Era una di quelle mattine estive a Milano in cui il sole picchiava forte già dalle prime ore del giorno, e l’asfalto cominciava a sciogliersi come mozzarella sulla pizza. Due amici, Arturo e Bruno, decisero di sfidarsi in una gara di biciclette attraverso la città, dal Duomo fino a Porta Venezia. Ma non era una gara qualsiasi: il percorso doveva attraversare il caos del traffico milanese all’ora di punta.
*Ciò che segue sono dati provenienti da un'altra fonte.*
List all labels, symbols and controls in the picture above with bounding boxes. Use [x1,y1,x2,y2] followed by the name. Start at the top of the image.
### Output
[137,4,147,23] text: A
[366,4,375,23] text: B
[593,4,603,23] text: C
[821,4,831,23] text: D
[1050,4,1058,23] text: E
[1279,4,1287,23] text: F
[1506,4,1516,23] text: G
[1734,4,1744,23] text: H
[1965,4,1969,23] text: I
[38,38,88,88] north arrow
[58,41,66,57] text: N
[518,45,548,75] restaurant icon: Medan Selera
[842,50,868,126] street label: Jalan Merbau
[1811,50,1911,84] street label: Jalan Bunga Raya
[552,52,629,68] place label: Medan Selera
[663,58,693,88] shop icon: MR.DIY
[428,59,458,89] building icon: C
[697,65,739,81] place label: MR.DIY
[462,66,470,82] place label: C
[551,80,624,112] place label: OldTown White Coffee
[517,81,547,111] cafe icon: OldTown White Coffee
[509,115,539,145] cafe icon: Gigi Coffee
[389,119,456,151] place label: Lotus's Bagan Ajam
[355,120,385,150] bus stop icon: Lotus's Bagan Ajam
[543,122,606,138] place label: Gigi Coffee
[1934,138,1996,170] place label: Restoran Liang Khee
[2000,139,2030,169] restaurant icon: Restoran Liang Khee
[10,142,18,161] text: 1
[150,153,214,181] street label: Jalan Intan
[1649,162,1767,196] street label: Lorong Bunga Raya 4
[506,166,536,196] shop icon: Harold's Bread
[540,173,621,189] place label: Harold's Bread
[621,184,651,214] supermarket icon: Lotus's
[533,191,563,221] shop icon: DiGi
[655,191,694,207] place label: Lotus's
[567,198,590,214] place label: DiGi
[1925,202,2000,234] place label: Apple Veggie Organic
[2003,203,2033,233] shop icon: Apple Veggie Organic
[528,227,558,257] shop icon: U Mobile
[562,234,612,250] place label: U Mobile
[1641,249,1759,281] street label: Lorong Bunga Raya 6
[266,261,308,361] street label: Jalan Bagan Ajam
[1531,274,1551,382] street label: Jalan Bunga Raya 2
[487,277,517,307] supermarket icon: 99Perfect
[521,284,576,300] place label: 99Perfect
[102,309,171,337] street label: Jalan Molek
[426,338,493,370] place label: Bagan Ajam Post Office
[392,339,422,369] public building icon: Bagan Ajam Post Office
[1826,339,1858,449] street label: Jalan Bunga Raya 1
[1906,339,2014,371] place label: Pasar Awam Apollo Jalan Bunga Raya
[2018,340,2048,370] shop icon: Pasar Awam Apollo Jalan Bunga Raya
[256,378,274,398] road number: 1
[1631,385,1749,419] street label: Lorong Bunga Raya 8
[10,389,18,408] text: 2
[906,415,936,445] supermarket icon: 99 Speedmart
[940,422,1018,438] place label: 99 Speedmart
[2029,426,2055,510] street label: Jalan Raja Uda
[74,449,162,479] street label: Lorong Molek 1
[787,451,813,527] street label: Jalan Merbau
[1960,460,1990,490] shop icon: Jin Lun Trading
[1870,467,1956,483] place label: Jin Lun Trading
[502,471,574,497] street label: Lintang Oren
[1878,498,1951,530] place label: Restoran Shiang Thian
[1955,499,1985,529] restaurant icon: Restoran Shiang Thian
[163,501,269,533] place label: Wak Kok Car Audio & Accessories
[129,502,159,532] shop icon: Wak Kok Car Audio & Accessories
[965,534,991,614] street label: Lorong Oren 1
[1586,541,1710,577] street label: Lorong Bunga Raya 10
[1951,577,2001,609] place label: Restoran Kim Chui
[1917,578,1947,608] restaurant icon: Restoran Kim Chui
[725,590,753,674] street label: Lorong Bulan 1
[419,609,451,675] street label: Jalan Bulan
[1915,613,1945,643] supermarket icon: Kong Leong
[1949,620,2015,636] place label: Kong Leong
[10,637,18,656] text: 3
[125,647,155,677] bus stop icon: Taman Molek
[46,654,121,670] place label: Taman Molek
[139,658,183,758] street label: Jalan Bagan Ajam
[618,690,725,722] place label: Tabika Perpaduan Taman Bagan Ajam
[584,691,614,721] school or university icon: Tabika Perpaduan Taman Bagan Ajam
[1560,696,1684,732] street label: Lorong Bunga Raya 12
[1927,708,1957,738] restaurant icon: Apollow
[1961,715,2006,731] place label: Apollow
Arturo, orgoglioso possessore di una bicicletta ultramoderna, con cambio Shimano e ruote in fibra di carbonio, si sentiva già vincitore. Bruno, invece, aveva un vecchio catorcio arrugginito, con una campanella che suonava a ogni buca e una sella che cigolava come una vecchia porta. Ma Bruno era un maestro dell’arte di arrangiarsi, uno di quelli che preferivano evitare il codice della strada come se fosse un libro di storia noioso.
“Sei pronto a perdere, Bruno?” disse Arturo con un sorriso sornione, appoggiato alla sua bicicletta luccicante come un’astronave.
“Ah, ma certo, Arturo! Non vedo l’ora di ammirare il tuo sudore mentre mi rincorri,” ribatté Bruno, con quella sua solita aria da noncurante.
La partenza avvenne sotto la Madonnina, con turisti e piccioni che assistevano, inconsapevoli del grande evento in corso. Al “via!” improvvisato da un passante, Arturo partì come un razzo, piegato sulla bicicletta, sfrecciando tra i tram e i taxi. Bruno, invece, prese un’altra via, scivolando giù per una scalinata con un balzo acrobatico e uscendo in un vicolo che portava dritto a Corso Vittorio Emanuele.
Arturo, concentrato sulla sua velocità, non si accorse che Bruno stava tagliando ogni curva possibile, imboccando vicoli strettissimi e zigzagando tra i tavolini dei bar. Ad un certo punto, Arturo si trovò imbottigliato in mezzo al traffico di Piazza San Babila, bloccato dietro un autobus pieno di turisti.
Intanto, Bruno faceva slalom tra i pedoni in via della Spiga, con la sua campanella che suonava all’impazzata, facendo girare tutti. “Attenti, professionista in arrivo!” urlava, divertito dal caos che creava.
Arturo finalmente riuscì a liberarsi dall’ingorgo, lanciandosi a tutta velocità in Corso Buenos Aires, sicuro di aver recuperato. “Ora lo recupero,” pensò, mentre si faceva largo tra i motorini che passavano con disinvoltura da una corsia all’altra. Ma non aveva fatto i conti con la creatività di Bruno.
Bruno, infatti, aveva deciso di attraversare il Parco Indro Montanelli, scavalcando una panchina e superando un paio di anziani che stavano facendo tai chi. “Scusate, signori, il dovere chiama!” gridò mentre sfrecciava via.
Arturo, ignaro del percorso alternativo di Bruno, raggiunse finalmente Porta Venezia, certo di essere in vantaggio. Ma appena girò l’angolo, ecco che vide Bruno seduto sul marciapiede, con un gelato in mano e un sorriso beffardo.
“Come… come hai fatto?” balbettò Arturo, ansimando e con la maglietta ormai completamente inzuppata.
“Strategia, caro amico, strategia,” rispose Bruno, facendo tintinnare la campanella del suo catorcio arrugginito. “E un po’ di fortuna. Ma ora che sei qui, ti consiglio il gusto pistacchio: è fenomenale!”
Arturo scoppiò a ridere, rendendosi conto che la vera vittoria era stata divertirsi come non facevano da anni. E così, mentre il sole continuava a scaldare le strade di Milano, i due amici si sedettero insieme, mangiando gelato e ridendo delle loro follie in bicicletta.
N.d.A.: Nomi e fatti sono frutto di fantasia, ogni riferimento, è puramente casuale.